Currently, there are 12 countries negotiating the TPP. The full details have not yet been agreed on or disclosed. But economists have made plausible estimates of what benefits an agreement would likely yield. In this kind of trade agreement, the big absolute gains go to large economies, especially ones that still have significant protection. Thus, the United States stands to gain $77 billion annually, while Japan’s benefit is an even larger $105 billion. The big winner relative to the size of its economy is Vietnam, which could gain more than 10 percent of gross domestic product; followed closely by Malaysia, gaining about 6 percent. These are static estimates. If joining TPP ushers in additional reforms in Vietnam that attract more investment and productivity growth, the gains could be much larger. Still the overall gains to the TPP-12 are modest and should not be exaggerated.

The long-term effect of TPP will depend on how other countries in the Asia-Pacific region react to it. China is the biggest loser from the current version of TPP. Its estimated losses are similar to Vietnam’s gains, which makes sense because the losses come from trade diversion away from China to Vietnam and other developing countries. China’s economy is many times larger than Vietnam’s, however, so the losses are a tiny 0.2 percent of China’s economy. If more developing countries—especially large ones such as India, Indonesia, and Thailand—are attracted to join, then China’s losses from being left out will mount.

Most of the current TPP countries hope that China is eventually attracted to join. The benefits of any deep liberalization agreement that includes China will be many times greater than agreements without China. China may not want to join a pre-existing agreement, but that is not a big issue if it is serious about liberalizing to the standard of TPP. This could be done, for example, through a free-trade area of the Asia-Pacific whose benefits would be 6 to 7 times greater than those of the initial TPP agreement.
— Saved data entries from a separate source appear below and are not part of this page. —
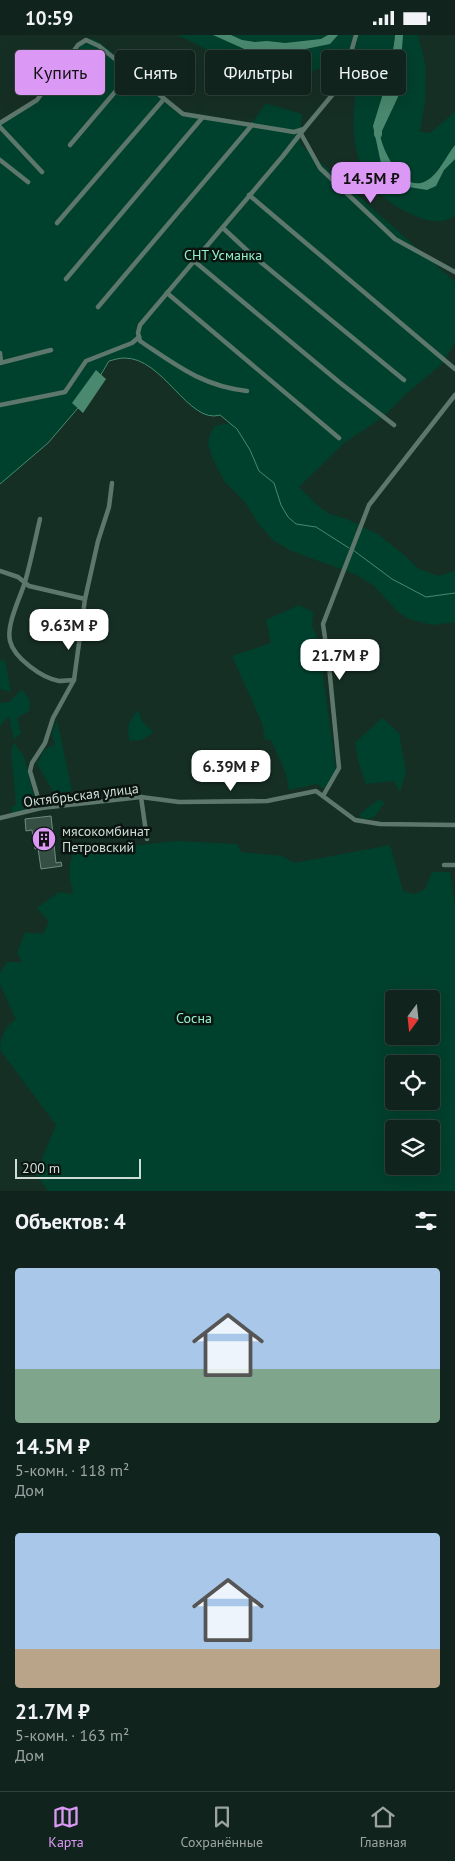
<!DOCTYPE html>
<html lang="ru">
<meta charset="utf-8">
<style>
body{margin:0;font-family:"PT Sans",sans-serif;background:#192b25;color:#f1f3f6;height:100vh;display:flex;flex-direction:column;font-size:19px;white-space:nowrap}
*{box-sizing:border-box;margin:0}
p{font-size:16px;color:#9ca4a3}
.icon{flex:none;width:28px;height:28px;fill:none;stroke:currentColor;stroke-width:2;stroke-linecap:round;stroke-linejoin:round}
.map{position:relative;height:1156px;overflow:hidden}
.details{display:flex;flex-direction:column;background:#10231c;flex:1}
.details>*{flex:none}
.top-card{position:absolute;left:15px;top:15px;width:425px;height:45px;display:flex;gap:10px}
.needle{width:32px;rotate:195deg}
.tools{position:absolute;left:385px;top:955px;display:grid;gap:10px}
.tools a{display:grid;place-items:center;width:55px;height:55px;border-radius:5px;background:#10231c;box-shadow:0 5px 20px #0002,0 0 0 1px #30403b;font-size:25px}
.scale{position:absolute;left:15px;bottom:12px;width:126px;box-sizing:border-box;padding-left:5px;border:2px solid #cfddd6;border-top:0;font-size:14px;line-height:18px;white-space:nowrap;color:#cfddd6;-webkit-text-stroke:4px #0a1410;paint-order:stroke}
.price{position:absolute;translate:-50% -42px;padding:0 11px;border-radius:10px;background:#fff;color:#222;font-size:16px;line-height:32px;filter:drop-shadow(0 1px 2px #0008)}
.price::after{content:'';position:absolute;left:50%;top:30px;width:15px;height:11px;margin-left:-8px;background:inherit;clip-path:polygon(0 0,100% 0,50% 100%)}
.price.active{background:#db99f5;color:#111}
ul{padding:0;list-style:none}
li{display:grid;align-content:center;gap:10px;height:265px;padding:0 15px}
li span{display:grid;place-items:center;height:155px;border-radius:5px;color:#555}
li>.icon{margin-inline-start:auto}
span .icon{width:90px;height:90px;fill:#fffc;stroke-width:1}
li b{font-size:21px}
h2{display:flex;justify-content:space-between;align-items:center;height:60px;padding:0 15px;font-size:21px}
.chip{padding:0 18px;border-radius:5px;background:#10231c;box-shadow:0 5px 20px #0002,0 0 0 1px #30403b;font-size:18px;line-height:45px}
.chip.active{background:#db99f5;color:#111}
.status{display:flex;justify-content:space-between;align-items:center;height:35px;padding:0 25px;background:#10231c;direction:ltr}
.status svg{height:14px;fill:currentColor}
.menu{display:flex;justify-content:space-around;align-items:center;height:70px;border-top:1px solid #30403b;background:#10231c;font-size:14px;color:#9ca4a3}
.menu a{display:grid;justify-items:center;gap:2px}
.menu .active{color:#db99f5}
.map>svg:first-child{display:block}
</style>
<div class="status"><b>10:59</b><svg viewBox="0 0 49 12"><path d="M0 12V9h3v3zM5 12V6h3v6zM10 12V3h3v9zM15 12V0h3v12zM26 1h20v11H26zM47 4h2v5h-2z"/></svg></div>
<div class="map">
<svg width="455" height="1156" viewBox="0 0 455 1156">
<rect width="100%" height="100%" fill="#162f25"/>
<g fill="#00412d" fill-rule="evenodd">
<path d="M177,0h241l8,33 -1,33 -5,31 10,1 25,-21v104c-14,9 -29,5 -44,-2 -45,-21 -60,-54 -57,-102 0,-16 5,-31 5,-46l-4,-7c-13,-2 -33,11 -48,14 -54,11 -84,-18 -130,-38z"/>
<path d="M84,4h9l8,4 84,70 67,10 14,-20 36,11 -2,30 155,138v61l-13,21 -34,28 -25,25 -39,26 -45,44 17,17 13,10 18,5 32,16 25,20 15,14 19,7 17,-5v51l-22,3 -24,-6 -11,-7 -24,-26 -17,-11 -68,-25 -17,-11 -13,-15 -15,-23 -20,-20 -12,-24 -4,-14 3,-11 4,-6 15,-3 -10,-8c-32,10 -58,-58 -96,-57 -5,0 -11,2 -15,3 -24,39 -50,74 -85,103 -8,7 -15,15 -24,20v-363l36,-22 44,-58z"/>
<path d="M299,570l14,7 -1,14 6,13 18,131 -12,19 -7,-5 -28,6 -3,-16 -15,-34h-6l-3,-17 -30,-67 39,-13 -5,-23z"/>
<path d="M0,625l5,1 6,31 -11,-3z"/>
<path d="M22,654l8,12 -1,10 -12,7 4,15 -7,7 -5,-24 -9,10v-23l10,-1z"/>
<path d="M138,675l4,11 11,11 -11,8 -12,1c-4,-14 -1,-20 8,-31z"/>
<path d="M382,683l17,15 7,39 -6,20 -6,-11 -28,3 -7,-20 -4,-21z"/>
<path d="M57,685l15,71 -18,2 -17,-29 8,-15 10,-4 -3,-11z"/>
<path d="M14,708l10,13 12,50 -23,7 -2,-5 5,-4 -5,-53z"/>
<path d="M379,764l6,4 -12,15 -11,1 -2,-5z"/>
<path d="M175,806l62,3 4,8 41,4 12,7 96,-18 13,46 12,3 10,-5 7,-17h18l5,32v287h-407l-12,-17 20,-49 -56,-75c1,-14 4,-22 16,-31l-16,-35v-11l7,-11h16l-6,-9 8,-21 18,2 6,-12 -12,-14 22,-16 14,2c-3,-14 -6,-25 0,-39l15,-4zM394,964h37v37h-37zM394,1029h37v37h-37zM394,1094h37v37h-37z"/>
</g>
<g fill="#4a896f">
<path d="M213,0h18l11,5 13,2 12,-1 18,2 36,-4 7,-4h10l-8,9 -54,11 -14,2z"/>
<path d="M396,0h4l-4,30 8,6 1,10c-8,12 -23,28 -26,43 -2,19 23,71 47,57 13,-7 20,-25 29,-36v14l-11,11 -8,16 -9,4 -24,-4 -21,-18 -9,-42 12,-39z"/>
<path d="M96,335l10,9 -23,34 -11,-10z"/>
</g>
<g fill="none" stroke-linecap="round" stroke-linejoin="round">
<g stroke="#4a896f" stroke-width="1">
<path d="M100,341l9,-15c4,-1 10,-3 15,-3 39,-1 65,67 96,57l17,14 13,21 9,21 15,12 7,22 7,12 8,7 20,3 33,21"/>
<path d="M0,449l48,-41 30,-35"/>
<path d="M353,515l39,29 34,18 29,-4"/>
</g>
<g stroke="#4a896f" stroke-width="8">
<path d="M396,40l3,-40"/>
<path d="M378,99v-4l16,-34 3,-9"/>
</g>
</g>
<path fill="#354f44" stroke="#6f8b7e" d="M51,781l5,47 5,-1 1,4 -21,3 -3,-21 -3,1 -3,-19 -6,1 -1,-12z"/>
<g fill="none" stroke-linecap="round" stroke-linejoin="round">
<g stroke="#5e776c" stroke-width="4.5">
<path d="M0,88l37,-23 41,-55 8,-5 13,6 84,68 111,18 10,-3 34,-41 6,-11 12,-42"/>
<path d="M0,92l42,45"/>
<path d="M300,97l20,36 75,71 60,33"/>
<path d="M70,110l62,-73"/>
<path d="M0,125l28,22"/>
<path d="M249,160l206,174"/>
<path d="M57,188l107,-124"/>
<path d="M223,193l29,27 152,125"/>
<path d="M194,226l145,121 55,43"/>
<path d="M66,244l136,-161"/>
<path d="M167,258l172,145"/>
<path d="M98,272l154,-182"/>
<path d="M0,318l1,9"/>
<path d="M0,328l51,-13"/>
<path d="M247,356c-45,-5 -71,-26 -107,-50l-2,-8 2,-8 143,-169 21,-27"/>
<path d="M0,370l65,-13 21,-31 46,-18 7,-6"/>
<path d="M40,484c-5,21 -9,42 -15,63 -5,16 -19,43 -15,59 4,17 32,37 49,40 5,0 10,-1 15,-1"/>
<path d="M0,536l18,6 11,9 56,13"/>
<path d="M323,761l16,-28 -10,-102 -6,-42 46,-119 86,-110"/>
<path d="M141,762l6,42"/>
<path d="M41,773l-11,-37 2,-8 13,-20 8,-25 21,-38 11,-81 13,-58 11,-34 3,-24"/>
<path d="M0,783l41,-10 100,-11 38,5 88,-1 49,-10 39,29 25,4 75,1"/>
<path d="M444,830h11"/>
</g>
</g>
<defs>
<g id="building-disc" transform="scale(1.25)"><circle r="9.5" fill="#db99f5" stroke="#0a1410"/><path d="M-4-6H4V6H1V3H-1V6H-4ZM-2.5-4.3h1.7v1.8h-1.7ZM.8-4.3h1.7v1.8H.8ZM-2.5-1h1.7V.8h-1.7ZM.8-1h1.7V.8H.8Z" fill="#111"/></g>
</defs>
<g fill-rule="evenodd">
<use href="#building-disc" x="44" y="804"/>
</g>
<g text-anchor="middle" stroke-width="5" stroke-linejoin="round" paint-order="stroke">
<g font-size="14" fill="#93f1ca" stroke="#0a1410">
<text x="223" y="225">СНТ Усманка</text>
<text x="194" y="988">Сосна</text>
</g>
<g font-size="14" fill="#cfddd6" stroke="#0a1410">
<text transform="translate(81 760) rotate(-7)" y="5">Октябрьская улица</text>
</g>
<g font-size="14" fill="#cfddd6" stroke="#0a1410" text-anchor="start">
<text x="62" y="801">мясокомбинат<tspan x="62" dy="16">Петровский</tspan></text>
</g>
</g>
</svg>
<div class="tools">
<a><svg class="needle" viewBox="-14 -14 28 28"><path d="M0-13l5 13h-10z" fill="#e53935"/><path d="M0 13l5-13h-10z" fill="#9ca4a3"/></svg></a>
<a><svg class="icon" aria-label="locate" viewBox="0 0 24 24"><circle cx="12" cy="12" r="6"/><path d="M12 2v4M12 18v4M2 12h4M18 12h4"/></svg></a>
<a><svg class="icon" aria-label="layers" viewBox="0 0 24 24"><path d="M12 4l9 5-9 5-9-5zM3 14l9 5 9-5"/></svg></a>
</div>
<div class="scale">200 m</div>
<b class="price active" style="left:371px;top:169px">14.5M ₽</b>
<b class="price" style="left:69px;top:616px">9.63M ₽</b>
<b class="price" style="left:340px;top:646px">21.7M ₽</b>
<b class="price" style="left:231px;top:757px">6.39M ₽</b>
<div class="top-card">
<a class="chip active">Купить</a>
<a class="chip">Снять</a>
<a class="chip">Фильтры</a>
<a class="chip">Новое</a>
</div>
</div>
<section class="details">
<h2>Объектов: 4<svg class="icon" aria-label="filters" viewBox="0 0 24 24"><path d="M4 7h16M4 17h16"/><circle cx="9" cy="7" r="2"/><circle cx="15" cy="17" r="2"/></svg></h2>
<ul>
<li><span style="background:linear-gradient(#a9c7e8 65%,#7fa58c 0)"><svg class="icon" aria-label="home" viewBox="0 0 24 24"><path d="M3 11l9-7 9 7M6 9v11h12V9"/></svg></span><div><b>14.5M ₽</b><p>5-комн. · 118 m²</p><p>Дом</p></div></li>
<li><span style="background:linear-gradient(#a9c7e8 75%,#b9a48a 0)"><svg class="icon" aria-label="home" viewBox="0 0 24 24"><path d="M3 11l9-7 9 7M6 9v11h12V9"/></svg></span><div><b>21.7M ₽</b><p>5-комн. · 163 m²</p><p>Дом</p></div></li>
</ul>
</section>
<nav class="menu">
<a class="active"><svg class="icon" aria-label="map" viewBox="0 0 24 24"><path d="M3 6l6-2 6 2 6-2v14l-6 2-6-2-6 2zM9 4v14M15 6v14"/></svg>Карта</a>
<a><svg class="icon" aria-label="saved" viewBox="0 0 24 24"><path d="M7 4h10v16l-5-4-5 4z"/></svg>Сохранённые</a>
<a><svg class="icon" aria-label="home" viewBox="0 0 24 24"><path d="M3 11l9-7 9 7M6 9v11h12V9"/></svg>Главная</a>
</nav>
While things look promising for reaching a TPP agreement this week, it is still challenging to get it finalized before the U.S. presidential election takes full flight. Under U.S. trade law and the recently passed Trade Promotion Authority legislation, there is an array of 60- and 90-day clocks during which the president must declare his intention to sign and publish the agreement and the Congress must vote on TPP-enabling legislation. If, as the Obama administration hopes, negotiation among the parties is completed at the round of trade ministerial talks in Hawaii this week, the most optimistic scenario would look like this:

  • Notification to Congress in early August of President Obama’s intention to sign TPP, and publication of the TPP agreement in mid-September.
  • If both of these events occur in those time frames, the president could sign the agreement at the Asia-Pacific Economic Cooperation (APEC) leaders meeting in Manila on November 18 and 19.
  • After President Obama signs, Congress must act through an up or down vote within 90 days, which would mean by mid-February.

Avoid the election 

The hope of President Obama and the Republican congressional leadership is to complete the process before the notional February deadline, indeed ideally in December or January. The political imperative is to hold the vote before the February 1 Iowa caucus, so that TPP does not become an issue in the presidential campaign. Free trade agreements are unpopular with voters, especially in the Democratic Party. So passage could become complicated if there are delays. A delayed vote would present a particular dilemma for Hillary Clinton, who advocated and pushed for TPP as Secretary of State but who as a presidential candidate has voiced opposition to passage of Trade Promotion Authority and by implication TPP. She would seem to have a high interest in seeing this issue resolved before the caucus and primary season.